-- PROVIDED RECORDS follows --

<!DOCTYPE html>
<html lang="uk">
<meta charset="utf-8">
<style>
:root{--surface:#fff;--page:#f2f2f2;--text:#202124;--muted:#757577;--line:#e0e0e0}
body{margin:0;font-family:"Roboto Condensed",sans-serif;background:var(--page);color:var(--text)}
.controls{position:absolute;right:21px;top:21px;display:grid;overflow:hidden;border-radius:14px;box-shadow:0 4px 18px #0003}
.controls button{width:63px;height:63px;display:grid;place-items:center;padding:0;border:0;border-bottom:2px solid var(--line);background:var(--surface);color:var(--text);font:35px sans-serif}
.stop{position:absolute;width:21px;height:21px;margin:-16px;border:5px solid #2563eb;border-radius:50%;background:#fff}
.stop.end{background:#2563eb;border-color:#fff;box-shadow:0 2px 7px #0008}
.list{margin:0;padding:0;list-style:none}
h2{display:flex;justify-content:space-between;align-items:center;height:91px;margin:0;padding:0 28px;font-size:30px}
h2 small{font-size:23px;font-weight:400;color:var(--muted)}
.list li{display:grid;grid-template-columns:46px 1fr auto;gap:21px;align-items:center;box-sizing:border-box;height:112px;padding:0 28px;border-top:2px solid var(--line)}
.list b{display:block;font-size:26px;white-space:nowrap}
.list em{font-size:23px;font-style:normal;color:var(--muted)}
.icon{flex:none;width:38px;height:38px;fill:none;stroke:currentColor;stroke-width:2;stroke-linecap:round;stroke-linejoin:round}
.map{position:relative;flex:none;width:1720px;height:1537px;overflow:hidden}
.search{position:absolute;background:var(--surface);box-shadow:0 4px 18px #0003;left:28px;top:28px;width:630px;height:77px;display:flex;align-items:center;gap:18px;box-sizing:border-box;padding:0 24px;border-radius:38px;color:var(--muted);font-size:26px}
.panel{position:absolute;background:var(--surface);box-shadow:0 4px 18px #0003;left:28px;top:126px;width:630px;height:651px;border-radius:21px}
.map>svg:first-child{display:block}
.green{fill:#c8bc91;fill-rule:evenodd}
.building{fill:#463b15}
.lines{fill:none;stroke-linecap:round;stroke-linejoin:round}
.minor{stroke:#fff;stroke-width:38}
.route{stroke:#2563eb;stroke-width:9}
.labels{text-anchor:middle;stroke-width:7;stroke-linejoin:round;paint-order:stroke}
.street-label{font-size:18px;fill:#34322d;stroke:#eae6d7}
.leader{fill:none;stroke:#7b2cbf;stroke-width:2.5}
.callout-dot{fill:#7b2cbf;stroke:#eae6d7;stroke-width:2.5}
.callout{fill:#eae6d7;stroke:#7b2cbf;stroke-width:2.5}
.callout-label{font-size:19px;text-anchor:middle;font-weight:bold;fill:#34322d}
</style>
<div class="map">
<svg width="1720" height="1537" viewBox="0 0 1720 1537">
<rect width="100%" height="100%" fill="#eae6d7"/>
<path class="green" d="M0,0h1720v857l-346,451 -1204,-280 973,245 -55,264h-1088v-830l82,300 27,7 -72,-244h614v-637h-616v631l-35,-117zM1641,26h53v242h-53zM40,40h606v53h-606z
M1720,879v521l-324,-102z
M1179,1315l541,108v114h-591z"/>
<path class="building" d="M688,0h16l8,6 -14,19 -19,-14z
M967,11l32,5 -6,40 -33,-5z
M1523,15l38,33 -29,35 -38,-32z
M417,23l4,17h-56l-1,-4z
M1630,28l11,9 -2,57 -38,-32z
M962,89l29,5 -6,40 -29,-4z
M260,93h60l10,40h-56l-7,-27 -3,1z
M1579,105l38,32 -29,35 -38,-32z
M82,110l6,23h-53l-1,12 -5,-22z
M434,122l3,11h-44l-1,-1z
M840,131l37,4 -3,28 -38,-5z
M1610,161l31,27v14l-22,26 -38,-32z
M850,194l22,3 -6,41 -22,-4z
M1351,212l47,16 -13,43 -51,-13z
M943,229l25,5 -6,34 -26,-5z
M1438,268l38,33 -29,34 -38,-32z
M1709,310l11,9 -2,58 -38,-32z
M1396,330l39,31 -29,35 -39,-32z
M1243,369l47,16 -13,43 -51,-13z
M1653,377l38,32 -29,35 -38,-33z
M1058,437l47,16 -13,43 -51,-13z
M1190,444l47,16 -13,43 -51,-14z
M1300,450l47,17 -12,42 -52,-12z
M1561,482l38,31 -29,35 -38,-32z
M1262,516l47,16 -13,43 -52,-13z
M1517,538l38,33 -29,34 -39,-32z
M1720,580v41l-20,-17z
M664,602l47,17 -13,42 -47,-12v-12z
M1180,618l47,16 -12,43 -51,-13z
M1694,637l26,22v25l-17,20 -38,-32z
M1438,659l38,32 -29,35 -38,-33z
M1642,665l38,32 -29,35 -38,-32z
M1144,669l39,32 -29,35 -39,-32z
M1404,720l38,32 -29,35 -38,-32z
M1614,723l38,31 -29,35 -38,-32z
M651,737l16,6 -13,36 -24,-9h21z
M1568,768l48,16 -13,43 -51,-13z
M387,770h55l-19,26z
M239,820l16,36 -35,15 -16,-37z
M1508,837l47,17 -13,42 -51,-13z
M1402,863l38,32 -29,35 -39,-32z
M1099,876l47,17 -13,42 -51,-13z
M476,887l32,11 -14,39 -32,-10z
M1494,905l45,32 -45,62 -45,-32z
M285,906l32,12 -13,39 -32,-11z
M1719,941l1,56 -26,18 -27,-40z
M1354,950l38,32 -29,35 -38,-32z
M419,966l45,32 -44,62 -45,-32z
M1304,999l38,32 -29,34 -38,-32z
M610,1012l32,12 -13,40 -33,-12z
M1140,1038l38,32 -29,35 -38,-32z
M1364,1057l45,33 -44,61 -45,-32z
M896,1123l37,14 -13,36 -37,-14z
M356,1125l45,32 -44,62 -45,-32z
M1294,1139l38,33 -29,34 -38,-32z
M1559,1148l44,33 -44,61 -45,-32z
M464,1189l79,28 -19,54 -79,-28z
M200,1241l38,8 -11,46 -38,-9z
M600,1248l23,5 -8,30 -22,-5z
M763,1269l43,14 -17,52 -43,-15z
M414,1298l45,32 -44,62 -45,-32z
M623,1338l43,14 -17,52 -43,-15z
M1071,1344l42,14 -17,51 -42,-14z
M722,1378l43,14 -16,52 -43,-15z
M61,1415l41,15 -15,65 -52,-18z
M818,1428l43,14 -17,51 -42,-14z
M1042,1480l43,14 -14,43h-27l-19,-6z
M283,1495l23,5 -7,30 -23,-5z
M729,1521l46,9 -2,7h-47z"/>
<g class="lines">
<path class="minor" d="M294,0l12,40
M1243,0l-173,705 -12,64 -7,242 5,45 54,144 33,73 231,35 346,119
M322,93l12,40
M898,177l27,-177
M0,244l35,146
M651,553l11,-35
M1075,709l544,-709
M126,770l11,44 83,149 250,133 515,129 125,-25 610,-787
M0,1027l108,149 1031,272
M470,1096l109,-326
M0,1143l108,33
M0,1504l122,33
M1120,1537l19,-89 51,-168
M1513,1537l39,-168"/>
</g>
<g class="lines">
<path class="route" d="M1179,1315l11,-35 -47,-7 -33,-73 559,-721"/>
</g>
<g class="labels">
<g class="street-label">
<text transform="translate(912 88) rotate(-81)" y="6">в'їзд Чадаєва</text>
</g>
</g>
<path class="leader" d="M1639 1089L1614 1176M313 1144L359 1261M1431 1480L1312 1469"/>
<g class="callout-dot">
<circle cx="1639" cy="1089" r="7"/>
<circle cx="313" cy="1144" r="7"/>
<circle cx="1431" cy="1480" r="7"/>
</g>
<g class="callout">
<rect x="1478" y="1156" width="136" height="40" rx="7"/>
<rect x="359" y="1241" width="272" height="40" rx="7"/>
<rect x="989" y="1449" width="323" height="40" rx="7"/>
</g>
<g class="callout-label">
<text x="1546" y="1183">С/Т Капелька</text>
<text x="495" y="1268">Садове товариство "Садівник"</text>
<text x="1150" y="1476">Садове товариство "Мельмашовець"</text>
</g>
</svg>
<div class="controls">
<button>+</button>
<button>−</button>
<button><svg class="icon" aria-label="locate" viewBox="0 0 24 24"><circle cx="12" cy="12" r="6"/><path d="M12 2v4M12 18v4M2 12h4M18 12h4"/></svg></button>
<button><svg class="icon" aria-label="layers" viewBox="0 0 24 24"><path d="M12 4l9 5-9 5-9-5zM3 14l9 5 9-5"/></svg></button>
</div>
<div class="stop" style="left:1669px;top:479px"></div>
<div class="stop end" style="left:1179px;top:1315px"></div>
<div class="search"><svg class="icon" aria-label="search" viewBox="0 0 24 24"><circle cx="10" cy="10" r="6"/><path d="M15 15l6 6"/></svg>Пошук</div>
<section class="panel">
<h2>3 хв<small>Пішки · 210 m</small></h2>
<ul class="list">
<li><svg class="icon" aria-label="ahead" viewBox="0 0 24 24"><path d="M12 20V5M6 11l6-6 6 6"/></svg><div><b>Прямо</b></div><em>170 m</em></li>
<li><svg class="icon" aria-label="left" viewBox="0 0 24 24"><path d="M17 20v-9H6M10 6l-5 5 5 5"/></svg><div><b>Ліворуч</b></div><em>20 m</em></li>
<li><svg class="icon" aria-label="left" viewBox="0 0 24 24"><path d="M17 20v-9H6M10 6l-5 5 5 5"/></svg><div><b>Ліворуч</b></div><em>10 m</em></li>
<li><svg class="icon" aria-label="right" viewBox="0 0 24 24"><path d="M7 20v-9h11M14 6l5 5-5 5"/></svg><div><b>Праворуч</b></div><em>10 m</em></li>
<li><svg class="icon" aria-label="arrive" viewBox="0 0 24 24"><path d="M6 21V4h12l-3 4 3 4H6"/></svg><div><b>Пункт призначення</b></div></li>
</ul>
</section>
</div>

-- PROVIDED RECORDS concluded --

Please copy the line holding "<h2>3 хв<small>Пішки · 210 m</small></h2>" and all lines after it to the end of the records, exactly, and nothing else.

**WRITTEN SOLUTION:**
<h2>3 хв<small>Пішки · 210 m</small></h2>
<ul class="list">
<li><svg class="icon" aria-label="ahead" viewBox="0 0 24 24"><path d="M12 20V5M6 11l6-6 6 6"/></svg><div><b>Прямо</b></div><em>170 m</em></li>
<li><svg class="icon" aria-label="left" viewBox="0 0 24 24"><path d="M17 20v-9H6M10 6l-5 5 5 5"/></svg><div><b>Ліворуч</b></div><em>20 m</em></li>
<li><svg class="icon" aria-label="left" viewBox="0 0 24 24"><path d="M17 20v-9H6M10 6l-5 5 5 5"/></svg><div><b>Ліворуч</b></div><em>10 m</em></li>
<li><svg class="icon" aria-label="right" viewBox="0 0 24 24"><path d="M7 20v-9h11M14 6l5 5-5 5"/></svg><div><b>Праворуч</b></div><em>10 m</em></li>
<li><svg class="icon" aria-label="arrive" viewBox="0 0 24 24"><path d="M6 21V4h12l-3 4 3 4H6"/></svg><div><b>Пункт призначення</b></div></li>
</ul>
</section>
</div>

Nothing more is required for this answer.